[Dataset entries]
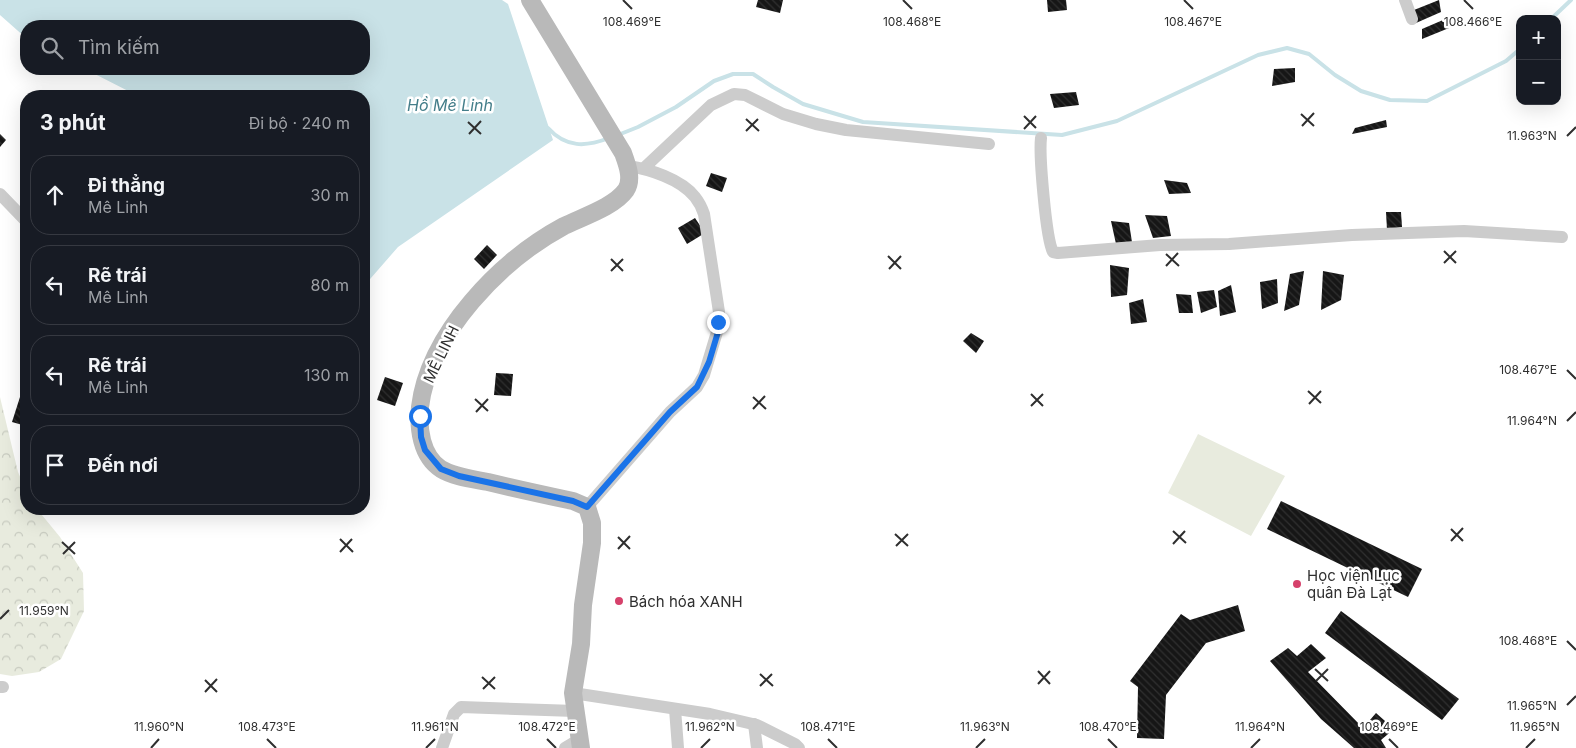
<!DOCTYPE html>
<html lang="vi">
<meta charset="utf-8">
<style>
body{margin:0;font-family:Inter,sans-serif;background:#242831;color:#f1f3f6}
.controls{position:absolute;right:15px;top:15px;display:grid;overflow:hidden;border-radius:10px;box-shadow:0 5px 20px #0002}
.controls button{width:45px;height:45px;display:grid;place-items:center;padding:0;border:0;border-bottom:1px solid #363941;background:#171b24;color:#f1f3f6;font:25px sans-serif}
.stop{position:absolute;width:15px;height:15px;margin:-11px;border:4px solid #1a73e8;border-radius:50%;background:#fff}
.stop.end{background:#1a73e8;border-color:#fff;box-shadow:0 1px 5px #0008}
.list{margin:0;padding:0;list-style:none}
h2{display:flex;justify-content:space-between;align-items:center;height:65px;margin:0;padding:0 20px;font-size:21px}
h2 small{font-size:16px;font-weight:400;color:#9ea1a6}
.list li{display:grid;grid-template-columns:32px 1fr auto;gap:15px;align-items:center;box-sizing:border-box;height:80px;margin:0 10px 10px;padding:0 10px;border:1px solid #363941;border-radius:20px}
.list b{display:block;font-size:19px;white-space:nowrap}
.list p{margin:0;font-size:16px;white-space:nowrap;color:#9ea1a6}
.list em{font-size:16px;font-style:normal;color:#9ea1a6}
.icon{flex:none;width:28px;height:28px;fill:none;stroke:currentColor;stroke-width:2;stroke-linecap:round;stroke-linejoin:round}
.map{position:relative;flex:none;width:1576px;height:748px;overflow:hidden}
.search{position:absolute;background:#171b24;box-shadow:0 5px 20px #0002;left:20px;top:20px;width:350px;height:55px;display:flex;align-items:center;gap:12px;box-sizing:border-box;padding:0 18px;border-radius:20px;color:#9ea1a6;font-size:19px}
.panel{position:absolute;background:#171b24;box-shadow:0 5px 20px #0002;left:20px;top:90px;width:350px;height:425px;border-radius:20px}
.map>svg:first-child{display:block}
.green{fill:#e8ebde}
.forest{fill:url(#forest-crowns)}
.water{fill:#c9e2e7}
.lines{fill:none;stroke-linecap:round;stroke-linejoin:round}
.stream{stroke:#c9e2e7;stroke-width:4}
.building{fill:url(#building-back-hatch)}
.street{stroke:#ccc;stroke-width:12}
.secondary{stroke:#b9b9b9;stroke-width:18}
.route{stroke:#1a73e8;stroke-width:6}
.ticks{fill:none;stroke:#2f2f2f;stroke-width:2}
.poi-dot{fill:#d6416b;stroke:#fff;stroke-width:2}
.labels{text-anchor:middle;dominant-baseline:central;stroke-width:5;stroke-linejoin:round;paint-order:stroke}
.street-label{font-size:15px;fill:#2f2f2f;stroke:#fff}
.poi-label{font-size:15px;fill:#2f2f2f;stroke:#fff;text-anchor:start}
.water-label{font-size:16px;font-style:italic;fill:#447e8a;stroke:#fff}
.ticks-label{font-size:12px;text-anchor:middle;fill:#2f2f2f;stroke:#fff;stroke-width:5;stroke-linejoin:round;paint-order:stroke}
</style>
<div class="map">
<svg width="1576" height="748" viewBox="0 0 1576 748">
<defs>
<pattern id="forest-crowns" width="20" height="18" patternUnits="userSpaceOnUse" patternTransform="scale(1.25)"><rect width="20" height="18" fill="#e8ebde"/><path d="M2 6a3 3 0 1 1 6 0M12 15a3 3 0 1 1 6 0" fill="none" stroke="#c7cabf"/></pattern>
<pattern id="building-back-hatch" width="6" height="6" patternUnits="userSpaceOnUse" patternTransform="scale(1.25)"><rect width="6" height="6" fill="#161616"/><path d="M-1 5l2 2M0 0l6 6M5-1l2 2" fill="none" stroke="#303030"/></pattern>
</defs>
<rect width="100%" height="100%" fill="#fff"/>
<path class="green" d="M1198 434 1285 476 1251 536 1168 493Z"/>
<path class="forest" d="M0 397 18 472 26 491V509H37L60 537 83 573 84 611 61 659 39 672 12 676 0 674Z"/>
<path class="water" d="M0 0H502L508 4 553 140 398 247 364 286V96H138L85 69H364V26H26V38L0 15Z"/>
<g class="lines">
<g class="stream">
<path d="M1551 19 1571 0"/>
<path d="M548 128C566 148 586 147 609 138"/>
<path d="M618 135 638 127 676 107 714 81 733 74H753L773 87 803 104 863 122 1062 135 1117 121 1258 55 1287 48 1309 54 1335 75 1361 91 1390 100 1427 101 1506 61 1520 49"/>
</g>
</g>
<g class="building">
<path d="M758 0H783L780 13 756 7Z"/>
<path d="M1047 0H1066L1067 10 1048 12Z"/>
<path d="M1439 0 1441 12 1416 23 1414 10Z"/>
<path d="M1443 20 1449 28 1422 39V29Z"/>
<path d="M1295 68V82L1272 86 1274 69Z"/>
<path d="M1076 92 1079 105 1054 108 1050 94Z"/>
<path d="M1386 120 1387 127 1352 134 1355 128Z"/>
<path d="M0 134 6 140 0 147Z"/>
<path d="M711 173 727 178 722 192 706 186Z"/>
<path d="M1164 180 1187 183 1191 193 1169 194Z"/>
<path d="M1386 212H1401L1402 227 1387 230Z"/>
<path d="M1145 215 1167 216 1171 236 1153 238Z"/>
<path d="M695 218 705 233 687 244 678 228Z"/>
<path d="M1111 221 1129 223 1132 242 1116 244Z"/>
<path d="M487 245 497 255 484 269 474 259Z"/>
<path d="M1110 265 1129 268 1127 295 1111 297Z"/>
<path d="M1304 271 1299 305 1284 311 1290 274Z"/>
<path d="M1323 271 1344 275 1341 300 1321 310Z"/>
<path d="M1277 279 1278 303 1262 309 1260 282Z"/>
<path d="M1231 285 1236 312 1220 316 1218 291Z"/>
<path d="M1214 290 1217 307 1201 313 1197 292Z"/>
<path d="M1176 294 1191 295 1193 313H1179Z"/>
<path d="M1143 299 1147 322 1131 324 1129 303Z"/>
<path d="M971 333 984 341 976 353 963 341Z"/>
<path d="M496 373 513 374 511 396 494 395Z"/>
<path d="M385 377 403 383 395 406 377 400Z"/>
<path d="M20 397 26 399V426L12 422Z"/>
<path d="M1281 501 1422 569 1408 597 1267 529Z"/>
<path d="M1238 605 1245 631 1206 643 1166 695 1164 739 1137 738 1138 687 1130 681 1181 614 1190 620Z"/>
<path d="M1341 611 1459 699 1442 720 1325 633Z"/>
<path d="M1311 644 1326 658 1308 672 1363 728 1376 713 1394 729 1381 740 1386 748H1354L1321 719 1270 661 1288 648 1297 656Z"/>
</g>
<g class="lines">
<g class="street">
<path d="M1405 0 1412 19"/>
<path d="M1041 138C1039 155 1046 239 1053 252L1058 253 1160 245 1229 244 1352 235 1464 231 1562 237"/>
<path d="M644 168 711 105 734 94 745 95 783 114 816 124 846 130 989 144"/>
<path d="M0 194 26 221"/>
<path d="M587 507 670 412 697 387 704 375 717 332 719 312 704 214C702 208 699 202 695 197 681 179 649 169 628 166"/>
<path d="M0 687H3"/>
<path d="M573 693 710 714 757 725 795 744 799 748"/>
<path d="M675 709 678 748"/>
<path d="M754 724 757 748"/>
<path d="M442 748 454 714 461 707 575 711"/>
<path d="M565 748 580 739"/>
</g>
<path class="secondary" d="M530 0 623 153C627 164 633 179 626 190 614 207 582 217 564 226 501 260 429 333 420 407 418 428 421 456 441 469 454 477 473 479 488 482 517 489 545 495 573 501L587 507 592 523V543L583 605 581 644 573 693 581 748"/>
</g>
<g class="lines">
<path class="route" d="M420 416 421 437 425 450 441 469 459 476 573 501 587 507 670 412 697 387 709 362 718 332V322"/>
</g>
<path class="ticks" d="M623 0 632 9M903 0 912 9M1184 0 1193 9M1464 0 1473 9M1301 114 1314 126M1024 116 1036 128M746 119 759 131M468 122 481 134M1302 126 1314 113M1024 129 1036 116M746 131 758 119M469 134 481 121M1567 136 1576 127M1444 251 1456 263M1166 254 1179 266M888 256 901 269M611 259 623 271M1444 263 1456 251M1166 266 1178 253M889 269 901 256M611 271 623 259M1567 370 1576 379M1308 391 1321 403M1031 394 1043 406M753 397 766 409M475 399 488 411M1309 404 1321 391M1031 406 1043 394M753 409 765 396M476 412 488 399M1567 421 1576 412M1451 529 1463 541M1173 531 1186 543M895 534 908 546M618 537 630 549M340 539 353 552M1451 541 1463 528M62 542 75 554M1173 544 1185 531M896 546 908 534M618 549 630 536M340 552 352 539M63 554 75 542M0 619 9 610M1567 641 1576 650M1315 669 1328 681M1038 671 1050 684M760 674 773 686M482 677 495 689M205 680 217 692M1316 681 1328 669M1038 684 1050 671M760 686 772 674M483 689 495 677M205 692 217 679M1567 705 1576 696M267 739 276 748M547 739 556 748M828 739 837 748M1108 739 1117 748M1389 739 1398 748M151 748 159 739M426 748 435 739M701 748 710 739M976 748 985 739M1251 748 1260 739M1526 748 1535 739"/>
<g class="poi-dot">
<circle cx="1297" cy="584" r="5"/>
<circle cx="619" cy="601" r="5"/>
</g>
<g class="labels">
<g class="street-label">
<text transform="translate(441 354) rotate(-64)">MÊ LINH</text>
</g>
<g class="poi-label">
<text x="1307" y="575">Học viện Lục<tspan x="1307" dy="17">quân Đà Lạt</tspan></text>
<text x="629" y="601">Bách hóa XANH</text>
</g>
<g class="water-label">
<text x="450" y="105">Hồ Mê Linh</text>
</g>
</g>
<g class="ticks-label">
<text x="632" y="26">108.469°E</text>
<text x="912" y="26">108.468°E</text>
<text x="1193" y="26">108.467°E</text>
<text x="1473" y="26">108.466°E</text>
<text x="1532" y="140">11.963°N</text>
<text x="1528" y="374">108.467°E</text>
<text x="1532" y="425">11.964°N</text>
<text x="44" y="615">11.959°N</text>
<text x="1528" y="645">108.468°E</text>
<text x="1532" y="710">11.965°N</text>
<text x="159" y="731">11.960°N</text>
<text x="435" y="731">11.961°N</text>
<text x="710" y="731">11.962°N</text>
<text x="985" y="731">11.963°N</text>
<text x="1260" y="731">11.964°N</text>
<text x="1535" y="731">11.965°N</text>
<text x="267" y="731">108.473°E</text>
<text x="547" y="731">108.472°E</text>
<text x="828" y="731">108.471°E</text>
<text x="1108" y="731">108.470°E</text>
<text x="1389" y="731">108.469°E</text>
</g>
</svg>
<div class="controls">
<button>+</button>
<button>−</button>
</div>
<div class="stop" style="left:420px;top:416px"></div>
<div class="stop end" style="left:718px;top:322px"></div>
<div class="search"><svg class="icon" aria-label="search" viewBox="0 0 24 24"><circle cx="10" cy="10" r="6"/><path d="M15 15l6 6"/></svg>Tìm kiếm</div>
<section class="panel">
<h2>3 phút<small>Đi bộ · 240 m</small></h2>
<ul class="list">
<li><svg class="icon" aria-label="ahead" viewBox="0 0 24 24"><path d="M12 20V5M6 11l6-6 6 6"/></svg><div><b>Đi thẳng</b><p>Mê Linh</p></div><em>30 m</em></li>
<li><svg class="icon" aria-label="left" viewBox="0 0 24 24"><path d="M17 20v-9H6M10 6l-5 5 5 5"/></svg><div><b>Rẽ trái</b><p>Mê Linh</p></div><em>80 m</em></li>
<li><svg class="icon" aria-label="left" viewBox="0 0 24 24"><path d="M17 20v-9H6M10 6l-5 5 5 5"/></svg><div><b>Rẽ trái</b><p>Mê Linh</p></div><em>130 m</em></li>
<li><svg class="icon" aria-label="arrive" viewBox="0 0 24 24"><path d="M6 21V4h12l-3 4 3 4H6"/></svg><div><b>Đến nơi</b></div></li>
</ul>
</section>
</div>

• Requirement:
Pull out all lines of the data with the string "list".

• Task result:
.list{margin:0;padding:0;list-style:none}
.list li{display:grid;grid-template-columns:32px 1fr auto;gap:15px;align-items:center;box-sizing:border-box;height:80px;margin:0 10px 10px;padding:0 10px;border:1px solid #363941;border-radius:20px}
.list b{display:block;font-size:19px;white-space:nowrap}
.list p{margin:0;font-size:16px;white-space:nowrap;color:#9ea1a6}
.list em{font-size:16px;font-style:normal;color:#9ea1a6}
<ul class="list">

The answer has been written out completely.